Pictures aren't a bad thing. I've always shied away from taking photos when I travel (or go to events). In the past, my rationale has been that I want to be present and live in the moment and all that other romanticized garbage. I'm also just cognizant (read: self-conscious) of looking "too touristy" when I pull out my phone and stand awkwardly in the middle of a crowded place to snap a pic. But photos can be useful. For one, they keep my blog posts from being uninterrupted black-and-white-wall-of-text tirades, adding a bit of color and space. And for two, my memory is total garbage. It doesn't matter how "present" or "in the moment" I am if I forget everything a few days later. Pictures last much longer,** and they'll help me remember when my mind fails me.

Learn the damn language. I eked by with my limited Spanish, but I could have had a bunch of more meaningful interactions (and been less reliant on my phone) if I had studied up beforehand. I'm certainly not saying I should be fluent, but ~a month of practicing the basics for nights and weekends would have gone a long way.

Don't book first, ask questions later. I had a great trip, don't get me wrong, but I could have made it even better by planning things out. If I had booked farther in advance, I could have coordinated a hike through the Elqui Valley and sampled local pisco brandy and watched the eclipse from a remote hilltop. But then again, I had a pretty great eclipse experience as it was. I'm still all for spontaneity, but it doesn't work well for events that attract a lot of people.

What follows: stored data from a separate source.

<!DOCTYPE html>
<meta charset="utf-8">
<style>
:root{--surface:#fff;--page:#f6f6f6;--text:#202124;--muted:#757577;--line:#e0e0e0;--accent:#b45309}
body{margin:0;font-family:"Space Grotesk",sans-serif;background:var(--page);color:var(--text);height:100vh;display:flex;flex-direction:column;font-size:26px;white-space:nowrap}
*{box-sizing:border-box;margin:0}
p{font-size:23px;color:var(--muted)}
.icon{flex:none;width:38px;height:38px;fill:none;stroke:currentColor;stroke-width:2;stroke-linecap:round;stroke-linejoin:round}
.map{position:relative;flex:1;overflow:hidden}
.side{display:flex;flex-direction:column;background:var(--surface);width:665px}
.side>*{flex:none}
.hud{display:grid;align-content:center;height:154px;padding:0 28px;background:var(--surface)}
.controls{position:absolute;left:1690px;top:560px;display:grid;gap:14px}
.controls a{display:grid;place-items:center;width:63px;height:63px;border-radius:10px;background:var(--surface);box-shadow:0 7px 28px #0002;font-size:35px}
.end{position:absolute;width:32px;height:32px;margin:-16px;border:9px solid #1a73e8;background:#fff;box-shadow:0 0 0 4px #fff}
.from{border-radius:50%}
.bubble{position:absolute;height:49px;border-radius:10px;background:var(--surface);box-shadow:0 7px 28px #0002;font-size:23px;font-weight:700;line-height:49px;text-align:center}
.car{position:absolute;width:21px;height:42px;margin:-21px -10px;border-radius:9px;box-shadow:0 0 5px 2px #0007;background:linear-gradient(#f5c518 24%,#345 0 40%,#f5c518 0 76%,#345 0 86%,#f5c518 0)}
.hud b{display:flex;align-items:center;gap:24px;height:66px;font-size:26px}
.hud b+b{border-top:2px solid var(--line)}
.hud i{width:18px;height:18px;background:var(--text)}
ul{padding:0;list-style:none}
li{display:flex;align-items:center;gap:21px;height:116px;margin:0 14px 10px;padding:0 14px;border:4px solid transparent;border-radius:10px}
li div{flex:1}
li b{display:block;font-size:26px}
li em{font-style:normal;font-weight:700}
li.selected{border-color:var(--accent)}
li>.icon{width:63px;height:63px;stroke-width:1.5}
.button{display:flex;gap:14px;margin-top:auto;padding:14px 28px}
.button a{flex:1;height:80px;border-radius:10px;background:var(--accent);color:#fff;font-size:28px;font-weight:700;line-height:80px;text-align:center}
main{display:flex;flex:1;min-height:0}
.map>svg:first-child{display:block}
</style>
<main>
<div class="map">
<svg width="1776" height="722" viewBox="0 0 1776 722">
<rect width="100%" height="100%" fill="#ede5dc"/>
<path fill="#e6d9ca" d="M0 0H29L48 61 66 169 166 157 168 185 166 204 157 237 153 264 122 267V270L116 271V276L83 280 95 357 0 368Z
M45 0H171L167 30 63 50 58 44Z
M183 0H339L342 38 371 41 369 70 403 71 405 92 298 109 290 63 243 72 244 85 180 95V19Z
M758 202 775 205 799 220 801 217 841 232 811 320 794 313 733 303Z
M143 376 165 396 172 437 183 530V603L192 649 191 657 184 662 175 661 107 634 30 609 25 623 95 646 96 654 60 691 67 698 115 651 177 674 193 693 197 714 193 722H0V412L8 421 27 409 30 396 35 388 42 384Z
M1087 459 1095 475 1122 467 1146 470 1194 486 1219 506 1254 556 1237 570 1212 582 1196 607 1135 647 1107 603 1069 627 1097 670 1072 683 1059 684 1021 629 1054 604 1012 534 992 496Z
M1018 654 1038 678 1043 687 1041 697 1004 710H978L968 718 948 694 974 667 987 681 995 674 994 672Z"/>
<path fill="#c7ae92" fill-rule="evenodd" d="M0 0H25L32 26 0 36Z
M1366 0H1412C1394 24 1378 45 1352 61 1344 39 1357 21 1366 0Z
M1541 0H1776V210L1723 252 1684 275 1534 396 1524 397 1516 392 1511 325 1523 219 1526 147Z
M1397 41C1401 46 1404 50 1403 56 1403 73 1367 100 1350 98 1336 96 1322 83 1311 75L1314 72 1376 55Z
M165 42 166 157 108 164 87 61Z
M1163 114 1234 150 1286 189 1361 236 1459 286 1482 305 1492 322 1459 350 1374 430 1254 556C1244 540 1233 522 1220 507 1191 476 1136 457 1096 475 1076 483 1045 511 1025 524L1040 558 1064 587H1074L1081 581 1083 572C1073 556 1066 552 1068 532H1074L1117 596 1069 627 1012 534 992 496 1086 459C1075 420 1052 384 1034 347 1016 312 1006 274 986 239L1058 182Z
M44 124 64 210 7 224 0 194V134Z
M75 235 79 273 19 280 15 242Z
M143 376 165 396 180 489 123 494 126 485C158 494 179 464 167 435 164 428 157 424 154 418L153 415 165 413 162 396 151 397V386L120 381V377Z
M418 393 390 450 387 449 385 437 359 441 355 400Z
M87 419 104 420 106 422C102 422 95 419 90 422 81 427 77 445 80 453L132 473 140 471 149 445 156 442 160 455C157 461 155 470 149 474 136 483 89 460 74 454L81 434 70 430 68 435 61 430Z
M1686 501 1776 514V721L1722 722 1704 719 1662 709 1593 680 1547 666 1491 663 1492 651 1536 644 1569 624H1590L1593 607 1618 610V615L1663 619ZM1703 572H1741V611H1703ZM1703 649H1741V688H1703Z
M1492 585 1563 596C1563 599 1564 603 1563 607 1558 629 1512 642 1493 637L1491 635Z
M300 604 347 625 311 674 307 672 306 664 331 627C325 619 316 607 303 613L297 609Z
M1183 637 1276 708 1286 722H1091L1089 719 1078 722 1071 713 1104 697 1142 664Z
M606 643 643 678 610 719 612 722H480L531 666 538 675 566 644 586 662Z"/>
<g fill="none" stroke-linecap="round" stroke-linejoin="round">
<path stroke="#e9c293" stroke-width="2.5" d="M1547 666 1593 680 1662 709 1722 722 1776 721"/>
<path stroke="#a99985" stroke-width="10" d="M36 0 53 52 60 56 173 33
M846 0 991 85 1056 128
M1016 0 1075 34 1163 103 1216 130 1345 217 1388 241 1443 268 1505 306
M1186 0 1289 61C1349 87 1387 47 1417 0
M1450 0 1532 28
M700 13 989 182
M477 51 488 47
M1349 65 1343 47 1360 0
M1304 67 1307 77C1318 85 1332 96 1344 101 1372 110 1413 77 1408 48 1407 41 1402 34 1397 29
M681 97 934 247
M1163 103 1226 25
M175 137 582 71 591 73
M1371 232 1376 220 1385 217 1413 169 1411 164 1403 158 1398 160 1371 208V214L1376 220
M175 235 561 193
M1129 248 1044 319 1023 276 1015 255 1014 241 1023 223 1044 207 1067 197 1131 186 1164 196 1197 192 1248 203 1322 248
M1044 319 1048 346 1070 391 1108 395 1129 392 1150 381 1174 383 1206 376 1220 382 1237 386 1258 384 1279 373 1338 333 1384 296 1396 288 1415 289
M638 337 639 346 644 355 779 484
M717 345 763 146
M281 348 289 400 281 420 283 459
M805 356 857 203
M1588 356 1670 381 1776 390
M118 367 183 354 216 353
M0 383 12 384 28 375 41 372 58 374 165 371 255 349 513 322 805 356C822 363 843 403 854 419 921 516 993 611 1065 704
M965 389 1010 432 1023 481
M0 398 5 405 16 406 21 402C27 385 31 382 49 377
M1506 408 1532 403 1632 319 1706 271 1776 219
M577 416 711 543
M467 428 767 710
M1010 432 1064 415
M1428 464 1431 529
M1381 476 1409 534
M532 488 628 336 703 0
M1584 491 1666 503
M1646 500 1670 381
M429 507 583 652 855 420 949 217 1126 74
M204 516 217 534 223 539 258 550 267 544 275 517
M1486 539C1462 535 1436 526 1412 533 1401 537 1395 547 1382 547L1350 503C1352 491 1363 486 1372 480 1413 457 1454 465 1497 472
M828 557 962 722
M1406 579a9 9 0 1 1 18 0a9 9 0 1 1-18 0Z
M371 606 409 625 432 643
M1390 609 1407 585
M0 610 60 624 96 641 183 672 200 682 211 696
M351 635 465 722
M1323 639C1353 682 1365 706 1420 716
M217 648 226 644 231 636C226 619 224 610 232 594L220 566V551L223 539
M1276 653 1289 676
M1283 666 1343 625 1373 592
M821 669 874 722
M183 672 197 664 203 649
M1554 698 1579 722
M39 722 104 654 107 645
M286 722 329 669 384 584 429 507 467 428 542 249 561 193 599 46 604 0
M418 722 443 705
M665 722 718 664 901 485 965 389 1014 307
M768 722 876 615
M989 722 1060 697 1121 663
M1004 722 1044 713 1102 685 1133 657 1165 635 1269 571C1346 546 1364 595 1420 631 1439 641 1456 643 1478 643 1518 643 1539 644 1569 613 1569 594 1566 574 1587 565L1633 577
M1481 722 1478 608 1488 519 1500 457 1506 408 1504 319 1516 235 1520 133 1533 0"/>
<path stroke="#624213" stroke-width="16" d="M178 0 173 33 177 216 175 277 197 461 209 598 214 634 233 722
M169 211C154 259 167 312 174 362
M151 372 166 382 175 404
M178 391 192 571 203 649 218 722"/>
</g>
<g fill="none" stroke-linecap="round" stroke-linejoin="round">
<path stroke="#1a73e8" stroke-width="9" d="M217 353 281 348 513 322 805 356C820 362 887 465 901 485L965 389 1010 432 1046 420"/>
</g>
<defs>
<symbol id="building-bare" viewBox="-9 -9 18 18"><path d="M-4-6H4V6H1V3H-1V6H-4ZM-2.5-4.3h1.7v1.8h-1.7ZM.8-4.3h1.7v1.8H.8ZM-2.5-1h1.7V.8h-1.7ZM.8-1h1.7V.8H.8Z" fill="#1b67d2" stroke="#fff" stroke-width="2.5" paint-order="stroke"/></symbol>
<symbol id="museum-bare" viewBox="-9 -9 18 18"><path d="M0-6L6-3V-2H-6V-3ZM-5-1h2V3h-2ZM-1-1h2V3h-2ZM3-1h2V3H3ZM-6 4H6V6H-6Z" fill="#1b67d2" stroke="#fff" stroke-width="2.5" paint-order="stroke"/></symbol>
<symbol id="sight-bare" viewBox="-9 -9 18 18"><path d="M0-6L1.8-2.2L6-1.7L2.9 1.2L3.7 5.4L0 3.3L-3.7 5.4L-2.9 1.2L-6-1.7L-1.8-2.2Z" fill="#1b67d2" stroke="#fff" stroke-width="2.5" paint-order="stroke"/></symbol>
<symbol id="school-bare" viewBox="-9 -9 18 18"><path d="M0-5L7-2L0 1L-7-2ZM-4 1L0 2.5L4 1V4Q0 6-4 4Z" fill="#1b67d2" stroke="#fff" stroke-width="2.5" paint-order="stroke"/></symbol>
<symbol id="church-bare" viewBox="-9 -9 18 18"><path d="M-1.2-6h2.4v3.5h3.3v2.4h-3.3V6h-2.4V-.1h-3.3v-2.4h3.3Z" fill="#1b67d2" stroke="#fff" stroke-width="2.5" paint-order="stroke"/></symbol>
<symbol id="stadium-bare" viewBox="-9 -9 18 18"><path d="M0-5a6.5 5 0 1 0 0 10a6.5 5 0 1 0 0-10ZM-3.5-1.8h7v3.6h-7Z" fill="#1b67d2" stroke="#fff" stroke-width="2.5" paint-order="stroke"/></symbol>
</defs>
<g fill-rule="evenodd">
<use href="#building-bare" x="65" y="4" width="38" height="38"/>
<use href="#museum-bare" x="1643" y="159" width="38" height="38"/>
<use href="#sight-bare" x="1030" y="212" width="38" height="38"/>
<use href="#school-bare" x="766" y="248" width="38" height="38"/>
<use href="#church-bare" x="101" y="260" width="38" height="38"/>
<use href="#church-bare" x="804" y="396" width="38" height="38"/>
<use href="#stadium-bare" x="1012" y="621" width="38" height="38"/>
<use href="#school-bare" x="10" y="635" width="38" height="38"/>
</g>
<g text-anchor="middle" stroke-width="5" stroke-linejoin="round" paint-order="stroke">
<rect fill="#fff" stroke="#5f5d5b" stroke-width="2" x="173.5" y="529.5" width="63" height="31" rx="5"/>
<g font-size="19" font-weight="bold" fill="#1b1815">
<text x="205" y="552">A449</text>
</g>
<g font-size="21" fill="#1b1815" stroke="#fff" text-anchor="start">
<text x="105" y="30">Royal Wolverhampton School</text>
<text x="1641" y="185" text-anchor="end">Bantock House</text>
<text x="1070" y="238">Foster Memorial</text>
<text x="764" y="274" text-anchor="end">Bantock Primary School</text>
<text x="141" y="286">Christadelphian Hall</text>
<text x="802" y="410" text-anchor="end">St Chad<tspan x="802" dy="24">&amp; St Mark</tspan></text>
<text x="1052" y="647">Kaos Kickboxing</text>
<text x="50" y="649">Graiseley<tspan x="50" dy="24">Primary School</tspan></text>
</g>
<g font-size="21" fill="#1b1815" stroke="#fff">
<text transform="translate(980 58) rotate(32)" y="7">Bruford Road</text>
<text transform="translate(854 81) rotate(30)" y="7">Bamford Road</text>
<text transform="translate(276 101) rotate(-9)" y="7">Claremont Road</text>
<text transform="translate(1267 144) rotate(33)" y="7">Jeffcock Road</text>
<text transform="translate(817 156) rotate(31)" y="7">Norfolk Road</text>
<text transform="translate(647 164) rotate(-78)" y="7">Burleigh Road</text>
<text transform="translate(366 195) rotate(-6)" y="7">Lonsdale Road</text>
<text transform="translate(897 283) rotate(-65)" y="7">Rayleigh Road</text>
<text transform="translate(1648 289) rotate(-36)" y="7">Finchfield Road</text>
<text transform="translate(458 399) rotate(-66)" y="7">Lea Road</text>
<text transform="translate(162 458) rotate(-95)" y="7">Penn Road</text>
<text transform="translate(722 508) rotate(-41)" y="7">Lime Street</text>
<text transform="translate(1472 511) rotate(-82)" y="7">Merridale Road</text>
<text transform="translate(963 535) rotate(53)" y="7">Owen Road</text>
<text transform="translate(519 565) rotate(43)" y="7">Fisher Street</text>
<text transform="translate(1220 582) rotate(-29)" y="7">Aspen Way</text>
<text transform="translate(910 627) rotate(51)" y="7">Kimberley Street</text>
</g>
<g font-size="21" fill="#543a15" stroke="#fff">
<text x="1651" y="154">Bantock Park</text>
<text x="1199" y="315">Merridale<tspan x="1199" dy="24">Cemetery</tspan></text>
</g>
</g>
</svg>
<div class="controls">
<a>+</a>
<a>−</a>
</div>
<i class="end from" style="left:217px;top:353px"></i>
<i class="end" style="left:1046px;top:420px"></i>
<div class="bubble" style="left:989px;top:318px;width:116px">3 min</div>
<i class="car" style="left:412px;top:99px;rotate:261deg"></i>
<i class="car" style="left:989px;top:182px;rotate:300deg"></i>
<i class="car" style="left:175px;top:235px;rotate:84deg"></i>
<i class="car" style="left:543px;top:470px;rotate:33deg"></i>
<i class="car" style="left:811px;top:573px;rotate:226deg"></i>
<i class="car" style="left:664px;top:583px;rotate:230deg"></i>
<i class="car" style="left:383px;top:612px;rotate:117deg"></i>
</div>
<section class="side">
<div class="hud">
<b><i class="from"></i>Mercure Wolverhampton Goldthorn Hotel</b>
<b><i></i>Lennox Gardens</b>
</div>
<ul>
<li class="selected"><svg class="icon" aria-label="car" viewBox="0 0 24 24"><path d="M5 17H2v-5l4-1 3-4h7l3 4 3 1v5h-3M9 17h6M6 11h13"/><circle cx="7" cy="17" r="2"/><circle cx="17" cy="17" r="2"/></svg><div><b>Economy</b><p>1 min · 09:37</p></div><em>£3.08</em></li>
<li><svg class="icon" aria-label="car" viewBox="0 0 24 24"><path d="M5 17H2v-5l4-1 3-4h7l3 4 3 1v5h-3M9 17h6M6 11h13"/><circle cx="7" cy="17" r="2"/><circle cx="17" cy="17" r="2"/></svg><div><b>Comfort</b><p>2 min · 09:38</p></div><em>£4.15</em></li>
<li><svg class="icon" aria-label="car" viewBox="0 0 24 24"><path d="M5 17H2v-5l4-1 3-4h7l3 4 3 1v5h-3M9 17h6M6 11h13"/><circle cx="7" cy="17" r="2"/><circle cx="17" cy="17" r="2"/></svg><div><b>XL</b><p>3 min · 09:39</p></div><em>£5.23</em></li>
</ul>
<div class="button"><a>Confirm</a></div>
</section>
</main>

Obligatory Housekeeping Item

The small-to-mid-sized elephant in the room is just how long it's been since I've last written. I actually started this post while I was still in Chile, over five months ago. My defense: I've been busy. In the interim, I've been to Shanghai (twice***), Chicago, Boston, Orlando, and Boulder, and in the next few weeks I'll be in Boulder (again), Boston (again), Chicago (again), Malawi, and Kenya. I've spent my free time updating the blog infrastructure, reading my usual cocktail of self-help and sci-fi, and getting side-tracked building low-quality novelty sites.

That said, and armed with a new arsenal of organizational techniques, I plan to write more frequently and clear through my backlog of blog email. Well, maybe when I get back from Africa.

*After all, the need to travel from point A to point B cuts across all demographics. Certainly more interesting for people watching than your average yoga studio.

**Barring bad personal data hygiene, of course.

***Technically, my first trip to Shanghai was right before I went to Chile, but let's not get stuck on the specifics.